Saturday, 11th June 2022

LUNG DISEASE

Lung disease encompasses a large collection of widely varying chest conditions. The commonest include chronic obstructive pulmonary disease (COPD – what used to be referred to as chronic bronchitis and/or emphysema), asthma and pulmonary fibrosis. They share the feature of causing more than usual breathlessness at levels of exertion that would normally be tolerated well.

COPD

COPD is caused by a combination of progressive narrowing of the airways and loss of a proportion of the air sacs that make up the bulk of lung tissue. The main causes are cigarette smoking, asthma over many years and exposure to air pollution. There are more than a million people with COPD in the UK and each year there are about 30,000 deaths.

Asthma

About 12 per cent of the population has been diagnosed with asthma. It is more common in children and young adults, but may continue into old age by when it has often morphed into COPD. There about 1,200 deaths from asthma annually in the UK.

Pulmonary fibrosis

Pulmonary fibrosis is caused by progressive increases in fibrous (scarring) tissue in the lungs, interfering with the ability of the lungs to absorb the oxygen upon which we depend. It is a condition of later life, there are several different forms and the cause is often unknown. There are about 35,000 sufferers in the UK with an annual death toll of about 5,000.

 

Exercise and lung disease

There is no lung disease that is caused by or aggravated by lack of exercise (except when this has resulted in obesity), but any loss of lung function has effects which can be helped by being active and physically fit. When lung function is impaired, the supply of oxygen from the lungs to the blood is compromised. Lung function is not normally a limiting factor in exercise tolerance. The oxygen saturation of arterial blood is still high at maximal exercise. This is not true of exercise for patients with lung disease. As they increase the intensity or duration of exercise, the oxygen saturation of their blood falls progressively until breathlessness prevents further effort.

Exercise in the management of lung disease – pulmonary rehabilitation (PR)

Patients with chronic lung disease inevitably have low levels of physical fitness, a consequence of their limited exercise tolerance and their inability over a long period of time to take much exercise. Pulmonary rehabilitation (PR) has developed over the past 20 or so years and aims to reverse this loss of fitness by providing a programme of graduated exercise within the limits of the patients’ breathlessness. It works by increasing ‘peripheral’ fitness – more efficient blood flow to the working muscles and more efficient muscular performance. These changes allow better physical functioning despite the limited rate of oxygen provision.

COPD

PR has been shown to improve symptoms, give greater exercise tolerance and lengthen life for COPD patients. A Cochrane systematic review of PR included 64 randomised controlled trials with 3,822 participants.

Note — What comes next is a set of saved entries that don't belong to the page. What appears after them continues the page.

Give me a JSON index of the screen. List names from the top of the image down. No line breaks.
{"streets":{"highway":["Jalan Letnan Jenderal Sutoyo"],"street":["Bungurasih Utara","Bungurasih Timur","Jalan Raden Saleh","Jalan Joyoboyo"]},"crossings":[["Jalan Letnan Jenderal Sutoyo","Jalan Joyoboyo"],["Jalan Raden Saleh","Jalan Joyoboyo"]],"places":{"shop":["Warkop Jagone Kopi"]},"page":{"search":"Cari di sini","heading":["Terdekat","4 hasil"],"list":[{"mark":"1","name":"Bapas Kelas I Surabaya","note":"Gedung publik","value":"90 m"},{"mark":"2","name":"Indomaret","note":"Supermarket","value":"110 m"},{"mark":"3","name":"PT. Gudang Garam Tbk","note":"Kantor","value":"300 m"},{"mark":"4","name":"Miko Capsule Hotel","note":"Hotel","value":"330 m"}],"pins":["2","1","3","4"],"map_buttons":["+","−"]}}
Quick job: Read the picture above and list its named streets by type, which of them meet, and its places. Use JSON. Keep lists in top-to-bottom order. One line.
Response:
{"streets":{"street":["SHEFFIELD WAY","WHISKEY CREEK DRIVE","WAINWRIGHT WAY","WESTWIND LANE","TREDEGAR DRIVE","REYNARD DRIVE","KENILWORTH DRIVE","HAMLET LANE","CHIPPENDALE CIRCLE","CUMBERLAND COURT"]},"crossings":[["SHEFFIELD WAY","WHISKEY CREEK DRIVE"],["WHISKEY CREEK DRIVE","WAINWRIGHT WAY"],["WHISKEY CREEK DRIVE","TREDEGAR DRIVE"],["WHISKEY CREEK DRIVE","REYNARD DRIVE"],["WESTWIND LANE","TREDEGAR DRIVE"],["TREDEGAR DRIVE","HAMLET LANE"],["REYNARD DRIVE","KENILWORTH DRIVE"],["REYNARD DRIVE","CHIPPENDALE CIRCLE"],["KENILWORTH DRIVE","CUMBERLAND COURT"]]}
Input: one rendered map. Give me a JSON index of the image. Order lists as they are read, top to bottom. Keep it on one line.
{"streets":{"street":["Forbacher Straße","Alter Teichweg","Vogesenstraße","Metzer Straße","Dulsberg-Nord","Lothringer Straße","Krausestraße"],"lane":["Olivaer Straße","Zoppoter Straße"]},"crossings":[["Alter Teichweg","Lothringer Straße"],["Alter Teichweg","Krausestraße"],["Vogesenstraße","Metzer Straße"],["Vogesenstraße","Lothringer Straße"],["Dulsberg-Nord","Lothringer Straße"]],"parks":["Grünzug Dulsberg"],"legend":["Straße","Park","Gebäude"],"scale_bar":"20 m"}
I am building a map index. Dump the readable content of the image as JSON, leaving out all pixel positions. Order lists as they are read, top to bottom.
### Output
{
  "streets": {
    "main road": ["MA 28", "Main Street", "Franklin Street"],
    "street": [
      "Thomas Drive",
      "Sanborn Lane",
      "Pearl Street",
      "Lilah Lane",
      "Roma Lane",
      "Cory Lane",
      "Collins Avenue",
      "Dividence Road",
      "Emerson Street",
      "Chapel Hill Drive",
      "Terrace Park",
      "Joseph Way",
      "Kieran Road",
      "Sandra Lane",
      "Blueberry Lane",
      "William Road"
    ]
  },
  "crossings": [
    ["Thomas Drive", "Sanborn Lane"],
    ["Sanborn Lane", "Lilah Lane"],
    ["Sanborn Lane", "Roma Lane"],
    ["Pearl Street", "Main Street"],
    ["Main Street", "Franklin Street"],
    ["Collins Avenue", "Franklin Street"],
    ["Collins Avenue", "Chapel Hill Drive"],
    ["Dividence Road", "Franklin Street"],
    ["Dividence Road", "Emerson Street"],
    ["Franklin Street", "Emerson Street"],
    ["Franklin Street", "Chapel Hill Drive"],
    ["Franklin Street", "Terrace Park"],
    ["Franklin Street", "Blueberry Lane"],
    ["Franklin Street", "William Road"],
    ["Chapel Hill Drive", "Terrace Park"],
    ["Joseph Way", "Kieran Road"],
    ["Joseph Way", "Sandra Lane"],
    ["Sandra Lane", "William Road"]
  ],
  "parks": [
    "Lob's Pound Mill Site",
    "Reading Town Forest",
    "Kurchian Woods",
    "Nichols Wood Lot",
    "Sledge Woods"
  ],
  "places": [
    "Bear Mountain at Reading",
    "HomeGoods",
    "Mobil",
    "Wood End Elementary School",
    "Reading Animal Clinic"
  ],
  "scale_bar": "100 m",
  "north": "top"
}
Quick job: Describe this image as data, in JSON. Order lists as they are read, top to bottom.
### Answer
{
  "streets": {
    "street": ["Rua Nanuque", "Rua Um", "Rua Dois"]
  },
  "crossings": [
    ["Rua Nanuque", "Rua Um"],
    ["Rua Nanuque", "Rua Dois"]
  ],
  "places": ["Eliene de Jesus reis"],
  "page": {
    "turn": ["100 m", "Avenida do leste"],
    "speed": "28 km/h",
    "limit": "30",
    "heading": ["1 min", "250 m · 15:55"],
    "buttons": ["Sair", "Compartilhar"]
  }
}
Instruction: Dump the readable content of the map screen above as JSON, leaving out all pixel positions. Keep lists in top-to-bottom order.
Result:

The conclusions were that ‘pulmonary rehabilitation relieves breathlessness and fatigue, improves emotional function and enhances the sense of control that individuals have over their condition. These improvements are moderately large and clinically significant. Rehabilitation serves as an important component of the management of COPD and is beneficial in improving health‐related quality of life and exercise capacity.’ The report found that hospital-based programmes were more effective than community programmes, but that the complexity of the intervention made no difference – it was just the exercise that did the business. PR works better if it is started as soon as possible after the episode of lung problem that initiated it. Among 2,700 COPD patients who started their PR programme within 30 days of an episode, the mortality at one year was 7.3 per cent compared with 19.6 per cent who started later or not at all.

Other lung conditions

All patients with lung disease can benefit from exercise training but pulmonary rehabilitation programmes are underfunded, under-resourced and under-provided both in the UK and the USA. NICE recommends PR for patients with COPD but not routinely for asthma or other lung diseases though they should all benefit from this approach. Fortunately, pulmonary patients can gain the considerable benefits of exercise from any source.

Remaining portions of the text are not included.